During the trial, Defendant testified about several issues, challenging the testimony of the Government's witnesses. Defendant testified that Mike Glenn's testimony that Defendant had offered to pay Glenn to drive MV-1 to the hotel was untrue. Defendant further testified that both Glenn's and Larissa LaMay's testimonies that Defendant had told police officers his cell phone was in Glenn's car was untrue. Defendant also testified that MV-1's testimony that Defendant had created commercial sex dates for her, transported her to those dates, and was violent with her was untrue. Finally, Defendant testified that MV-1's testimony that she was the female in the pornographic video on Defendant's cell phone was untrue.
Orin King testified admissions allegedly made by Defendant to King while the two were incarcerated together. These admissions directly contradicted specific facts in Defendant's testimony, but did not introduce new matters not previously discussed. Prior to the start of trial, Defendant was aware that King was a possible witness, disclosed on the Government's witness list that included a synopsis of King's testimony. Defense counsel cross-examined King, including questions about his motivation for testifying and the discrepancy in King's stated timeline of concurrent incarceration with Defendant. Defendant then sought to call himself as a surrebuttal witness to rebut King's testimony. The Court denied Defendant's request for surrebuttal.
The substance of King's rebuttal testimony did not introduce new matters. King's testimony consisted solely of statements that Defendant allegedly made to King. Defense counsel's cross-examination of King provided the jury with sufficient information to assess the defense's theory, placing "before the jury facts from which bias, prejudice or lack of credibility of a prosecution witness might be inferred." Dorsey v. Parke, 872 F.2d 163, 167 (6th Cir. 1989). The jury was privy to information about why King was motivated to testify: a possible sentence reduction.

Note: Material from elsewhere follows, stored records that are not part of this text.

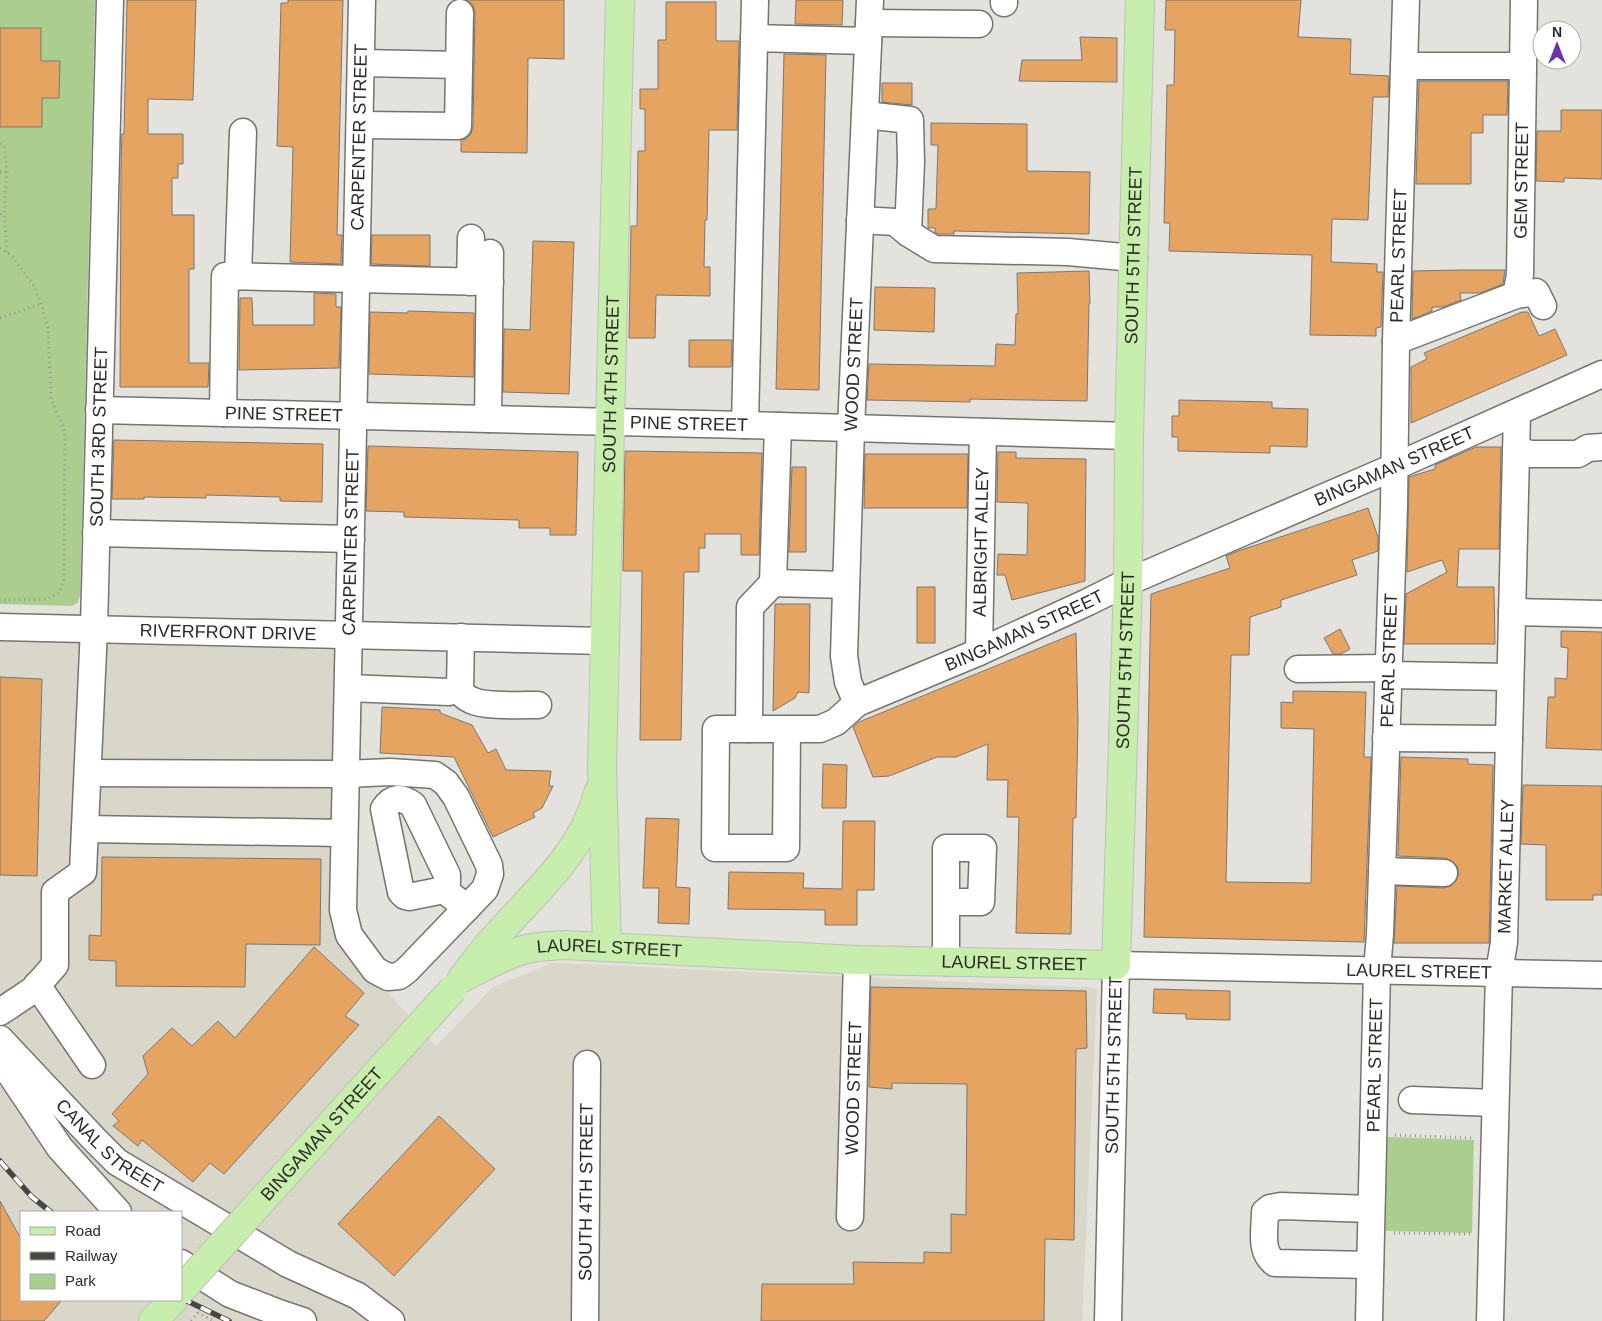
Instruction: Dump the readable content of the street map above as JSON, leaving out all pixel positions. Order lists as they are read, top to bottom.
{
  "streets": {
    "main road": [
      "SOUTH 5TH STREET",
      "SOUTH 4TH STREET",
      "BINGAMAN STREET",
      "LAUREL STREET"
    ],
    "street": [
      "CARPENTER STREET",
      "GEM STREET",
      "PEARL STREET",
      "WOOD STREET",
      "PINE STREET",
      "SOUTH 3RD STREET",
      "ALBRIGHT ALLEY",
      "RIVERFRONT DRIVE",
      "MARKET ALLEY",
      "CANAL STREET"
    ]
  },
  "crossings": [
    ["CARPENTER STREET", "PINE STREET"],
    ["CARPENTER STREET", "RIVERFRONT DRIVE"],
    ["SOUTH 5TH STREET", "PINE STREET"],
    ["SOUTH 5TH STREET", "BINGAMAN STREET"],
    ["SOUTH 5TH STREET", "LAUREL STREET"],
    ["PEARL STREET", "BINGAMAN STREET"],
    ["PEARL STREET", "LAUREL STREET"],
    ["WOOD STREET", "PINE STREET"],
    ["WOOD STREET", "BINGAMAN STREET"],
    ["WOOD STREET", "LAUREL STREET"],
    ["SOUTH 4TH STREET", "PINE STREET"],
    ["SOUTH 4TH STREET", "BINGAMAN STREET"],
    ["SOUTH 4TH STREET", "RIVERFRONT DRIVE"],
    ["SOUTH 4TH STREET", "LAUREL STREET"],
    ["PINE STREET", "SOUTH 3RD STREET"],
    ["PINE STREET", "ALBRIGHT ALLEY"],
    ["SOUTH 3RD STREET", "RIVERFRONT DRIVE"],
    ["BINGAMAN STREET", "ALBRIGHT ALLEY"],
    ["BINGAMAN STREET", "MARKET ALLEY"],
    ["BINGAMAN STREET", "LAUREL STREET"],
    ["MARKET ALLEY", "LAUREL STREET"]
  ],
  "legend": ["Road", "Railway", "Park"],
  "north": "top"
}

Defendant has not provided the Court with any new issues that King introduced on rebuttal, nor has Defendant alleged any facts he would have testified to that would have "discredited the essence" of King's rebuttal testimony. Defendant's proposed surrebuttal to King's testimony appears to be what he testified to at length earlier in the trial: that the Government's witnesses were being untruthful about Defendant's knowledge and arrangement of MV-1's commercial sex dates. Such repetition would not have added anything of substance to the case, as the jury already heard Defendant testify to such matters earlier, and this testimony would have been cumulative. Thus, under Sixth Circuit precedent, surrebuttal was not merited. See Turner, 1 F.3d at *4; see also Gray v. Wolfenbarger, 501 F. App'x 427, 429-30 (6th Cir. 2012) (affirming denial of habeas petition where the Michigan Court of Appeals held that the trial court's denial of petitioner's request to present surrebuttal did not implicate his constitutional right to testify); United States v. Askanazi, 14 F. App'x 538, 540 (6th Cir. 2001) (finding it was not an error for the trial court to allow a government rebuttal witness to testify without an opportunity for the defendant to present surrebuttal).
IV. CONCLUSION
For the reasons discussed above, IT IS HEREBY ORDERED that Defendant's Motion for a New Trial [81] is DENIED.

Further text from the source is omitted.